# Grenade fat burning tablets



## davo3587 (May 9, 2012)

As the title says, since breaking my neck in 2 places 2 years ago I have had to change my training massively, I need to drop half a stone and was passed the fat burning tablets from my brother, has anyone tried these and if so what were your thoughts or concerns.


----------



## Kimo (Jun 7, 2013)

Personally I think that a good diet will go further than just popping a pill

Don't agree with many diets or fad pills tbh

I've done about 4 stone purely on a good diet since November and added exercise in january

Done over 1stone in December alone witho no exercise


----------



## davo3587 (May 9, 2012)

I'm quite good with eating healthy but exercise is a major part due to my restrictions.


----------



## horico (Jul 17, 2010)

See some other posts on weight loss, the answers are largely the same. Grenade is a waste of money for fat loss but you have them for free. They are only really useful as a stimulant to assist with workouts but actually, the translation from workout to fat loss isn't as big as you might expect, save for cardio which is easier to measure.
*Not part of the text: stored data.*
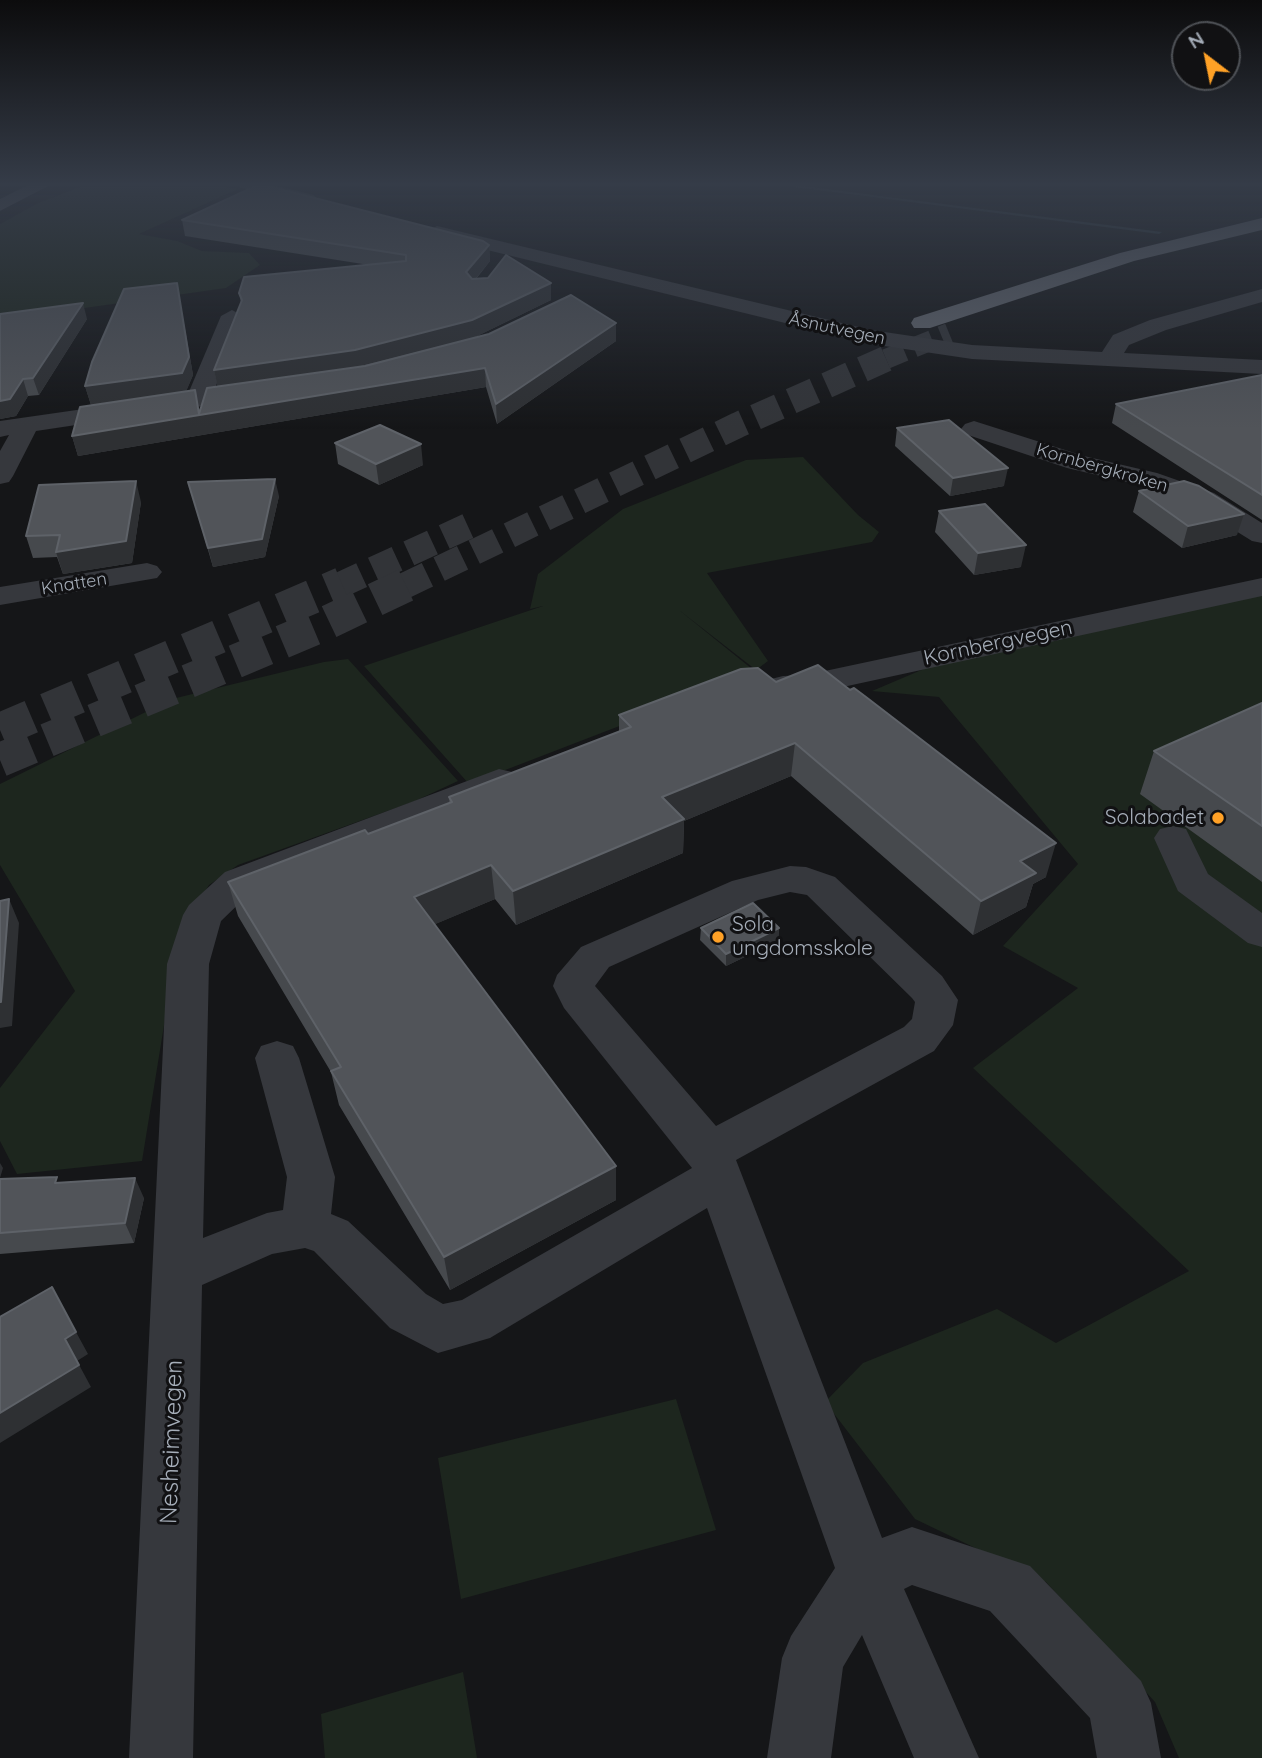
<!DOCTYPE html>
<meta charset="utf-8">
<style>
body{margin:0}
#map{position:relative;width:1262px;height:1758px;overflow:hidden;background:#151618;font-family:Quicksand,sans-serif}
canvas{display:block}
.north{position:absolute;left:1171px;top:21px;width:70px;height:70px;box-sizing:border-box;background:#111113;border:2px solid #4d5055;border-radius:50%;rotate:328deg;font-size:19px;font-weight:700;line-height:28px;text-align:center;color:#a6aeb9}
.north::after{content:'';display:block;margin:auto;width:24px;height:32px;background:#ffa126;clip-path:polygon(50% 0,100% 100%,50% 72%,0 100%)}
</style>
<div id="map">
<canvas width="1262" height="1758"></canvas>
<div class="north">N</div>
</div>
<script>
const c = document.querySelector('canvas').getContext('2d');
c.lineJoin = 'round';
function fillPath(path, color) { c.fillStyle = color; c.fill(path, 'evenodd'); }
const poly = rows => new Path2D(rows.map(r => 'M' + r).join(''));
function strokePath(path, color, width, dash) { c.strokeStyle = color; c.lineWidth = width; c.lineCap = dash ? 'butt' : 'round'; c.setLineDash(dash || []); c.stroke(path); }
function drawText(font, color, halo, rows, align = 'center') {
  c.font = font + ' Quicksand,sans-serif'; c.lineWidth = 6; c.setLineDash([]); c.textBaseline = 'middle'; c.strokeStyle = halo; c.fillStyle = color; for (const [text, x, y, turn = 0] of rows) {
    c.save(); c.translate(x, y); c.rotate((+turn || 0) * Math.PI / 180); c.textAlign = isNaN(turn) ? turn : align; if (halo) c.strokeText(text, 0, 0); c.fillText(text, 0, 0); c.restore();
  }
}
fillPath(poly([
 [91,183,142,186,153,183,199,183,238,189,139,234,177,241,202,251,249,253,260,265,226,288,0,320,0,224,38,203],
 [803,457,858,515,879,532,872,542,707,573,768,661,756,670,679,610,757,673,469,784,364,666,543,606,530,609,538,574,623,509,746,460],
 [1262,595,1262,1758,1179,1758,1155,1702,1046,1582,915,1519,825,1402,863,1363,997,1309,1056,1343,1189,1271,973,1068,1078,988,1003,946,1078,864,939,697,872,691,952,657],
 [348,659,458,781,415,801,238,865,209,885,179,933,142,1161,17,1174,0,1141,0,1088,75,991,0,865,0,784,172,699,324,662],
 [676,1399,716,1530,461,1599,438,1458],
 [463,1672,477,1758,325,1758,321,1714]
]), '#1d261e');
fillPath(poly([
 [763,183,780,183,1162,232,1159,234,763,183]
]), '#2a363d');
strokePath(poly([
 [886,359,949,333]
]), '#323438', 20, [20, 10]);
strokePath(poly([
 [338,586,479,521],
 [404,586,738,425,890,357]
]), '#323438', 26, [26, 13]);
strokePath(poly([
 [0,730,342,584],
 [0,760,320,626,408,584]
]), '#323438', 34, [34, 17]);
fillPath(poly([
 [236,183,265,183,314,195,317,199,308,204,239,187,236,183],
 [437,226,871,330,972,345,1102,352,1113,335,1150,320,1262,289,1262,302,1166,330,1129,345,1124,353,1262,360,1262,374,972,359,871,344,430,236,427,232,437,226],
 [232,310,243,316,214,391,255,385,263,387,267,392,263,397,36,431,13,476,9,482,0,484,0,451,9,435,0,437,0,421,188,394,221,316,232,310],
 [974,421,1084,456,1157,473,1214,493,1262,523,1262,543,1252,541,1194,505,1139,485,1067,468,965,434,961,429,965,424,974,421],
 [147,563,157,566,162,572,157,578,0,605,0,587,147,563],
 [1262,578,1262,596,806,695,783,696,771,693,767,686,771,679,783,676,806,675,1262,578],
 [499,769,512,772,517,780,512,788,253,890,221,921,209,964,203,1238,267,1213,283,1210,287,1177,255,1058,261,1046,277,1041,293,1046,299,1058,335,1177,331,1214,348,1221,426,1294,443,1304,462,1300,692,1168,564,1008,553,986,557,975,581,947,732,881,790,866,806,867,835,877,942,976,958,1000,953,1025,934,1051,736,1160,882,1538,912,1527,1030,1566,1141,1681,1151,1703,1161,1758,1097,1758,1090,1718,990,1611,912,1585,904,1589,979,1758,914,1758,862,1635,843,1667,831,1758,767,1758,782,1658,791,1636,835,1568,707,1208,490,1338,438,1353,390,1328,314,1251,305,1248,272,1254,202,1285,193,1758,129,1758,167,964,183,915,189,905,225,872,499,769],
 [790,892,807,895,912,998,915,1002,912,1019,904,1027,716,1126,595,986,609,967,758,900,790,892],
 [1173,826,1186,829,1208,874,1262,913,1262,947,1248,943,1178,891,1154,838,1160,829,1173,826]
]), '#36383d');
fillPath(poly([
 [32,183,54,183,0,211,0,199,32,183]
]), '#52555c');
fillPath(poly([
 [1262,218,1262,230,1134,261,930,328,914,328,911,323,914,318,1120,253,1262,218]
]), '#62666e');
fillPath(poly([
 [182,220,489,245,490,261,476,279,551,283,551,300,473,338,364,366,616,323,616,341,497,424,486,387,78,456,72,436,91,405,85,386,177,283,193,375,186,391,199,411,218,387,214,370,241,303,239,293,369,265,185,236],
 [0,314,87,319,39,395,28,396,16,416,0,419],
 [1262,375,1262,520,1112,423,1116,404],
 [897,428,1004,486,950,496,895,446],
 [335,443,423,465,379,485,338,464],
 [188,482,279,496,265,557,213,567],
 [1139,491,1237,535,1182,548,1133,512],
 [141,502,132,563,63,574,57,557,33,558,26,536],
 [939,511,1021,567,974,575,935,532],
 [776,682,1046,877,1033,884,1026,907,973,935,791,776,684,821,683,853,516,925,495,899,435,924,616,1200,450,1290,339,1105,331,1072,238,916,228,882,368,834,449,803,449,797,619,732,619,715],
 [1262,703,1262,882,1140,794,1154,751],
 [701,928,779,928,778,941,726,966,700,940],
 [0,1179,59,1183,144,1198,134,1243,0,1254]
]), '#46494d');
fillPath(poly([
 [489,245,490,261,467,289,466,272],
 [177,283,193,375,186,392,91,405,85,386],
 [551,283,551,300,473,338,357,367,218,388,214,370],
 [83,303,87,319,39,395,33,378],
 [616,323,616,341,497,424,496,404],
 [485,368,486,387,78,456,72,436,195,390,200,415],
 [23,379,28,396,16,416,0,419,0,401],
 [421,444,423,465,379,485,376,464],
 [1008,468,1004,486,950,496,953,478],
 [275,479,279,496,265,557,213,567,208,548],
 [136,481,141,502,132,563,63,574,56,552],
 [1244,514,1237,535,1182,548,1188,526],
 [1026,545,1021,567,974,575,978,553],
 [795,743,791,776,684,821,683,853,516,925,513,891,662,797],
 [1056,843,1046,877,1033,884,1026,907,973,935,981,901,1020,861],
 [491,865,495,899,419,931,414,897],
 [9,899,19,923,12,1026,0,1028,0,1002],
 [779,928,778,941,726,966,726,954],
 [0,1163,3,1168,0,1178],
 [616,1166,616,1200,450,1290,444,1257],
 [135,1178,144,1198,134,1243,125,1223],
 [76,1332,88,1354,77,1361,91,1387,0,1443,0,1413,65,1339]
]), '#2e3033');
const building = poly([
 [260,184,483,241,489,245,466,272,472,279,488,278,506,255,551,283,472,320,355,350,214,370,242,300,239,293,244,277,406,261,406,255,182,220,260,184],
 [177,283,189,357,182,373,85,386,92,362,124,289,177,283],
 [571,295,616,323,496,404,485,368,72,436,80,407,195,390,199,414,207,388,365,366,489,334,571,295],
 [83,303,33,378,23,379,10,399,0,401,0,314,83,303],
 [1262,375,1262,495,1116,404,1262,375],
 [949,420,1008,468,953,478,897,428,949,420],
 [380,425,421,444,376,464,335,443,380,425],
 [275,479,262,539,208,548,188,482,275,479],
 [136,481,126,541,56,552,60,535,26,536,39,485,136,481],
 [1184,481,1199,486,1244,514,1188,526,1139,491,1184,481],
 [985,504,1026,545,978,553,939,511,985,504],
 [818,665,850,690,854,688,866,697,1056,843,1020,861,1036,873,981,901,795,743,662,797,684,819,513,891,491,865,414,897,616,1166,444,1257,331,1071,341,1067,228,882,365,830,368,834,452,802,449,797,631,727,619,715,741,669,758,668,776,682,818,665],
 [1262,703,1262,826,1154,751,1262,703],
 [9,899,1,1002,0,1002,0,901,9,899],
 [753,903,779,928,726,954,701,928,753,903],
 [57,1177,55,1183,135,1178,125,1223,0,1233,0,1179,57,1177],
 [52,1287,76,1332,65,1339,79,1365,0,1413,0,1317,52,1287]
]);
fillPath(building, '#515459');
strokePath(building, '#5e6268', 2);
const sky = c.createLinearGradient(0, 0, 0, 429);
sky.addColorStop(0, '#0c0c0d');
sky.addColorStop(0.43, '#353c48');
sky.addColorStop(1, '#353c4800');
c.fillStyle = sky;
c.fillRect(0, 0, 1262, 429);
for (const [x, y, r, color] of [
 [1218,818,7,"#ffa126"],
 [718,937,7,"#ffa126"]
]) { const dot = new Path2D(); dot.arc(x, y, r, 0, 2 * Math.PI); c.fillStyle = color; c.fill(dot); strokePath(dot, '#111113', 2.5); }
drawText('18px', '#a6aeb9', '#111113', [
 ["Åsnutvegen",837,329,12],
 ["Kornbergkroken",1102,468,16],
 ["Knatten",74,584,-9]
]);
drawText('21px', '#a6aeb9', '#111113', [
 ["Kornbergvegen",998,643,-12]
]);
drawText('21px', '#a6aeb9', '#111113', [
 ["Solabadet",1204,818],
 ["Sola",732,925,"left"],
 ["ungdomsskole",732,949,"left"]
], 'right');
drawText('24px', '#a6aeb9', '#111113', [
 ["Nesheimvegen",172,1442,-88]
]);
</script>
I'm not saying pre workouts etc are useless, they are useful - but what you eat is more important to start with.

To lose weight, calories should be lower than what's expended through daily activity and neat. Neat = non exercise activity thermogenesis.

Matty fusaro of fusaro fitness did a YouTube video on this a day or so ago which may help you get the hang of the weight loss thing.


----------



## Bod42 (Jun 4, 2009)

They are a waste of money not to mention most of them are dangerous. Ive read some tablets have the equivalent of like 4 cups of coffee so they do increase your metabolic rate slightly but at a dangerous cost.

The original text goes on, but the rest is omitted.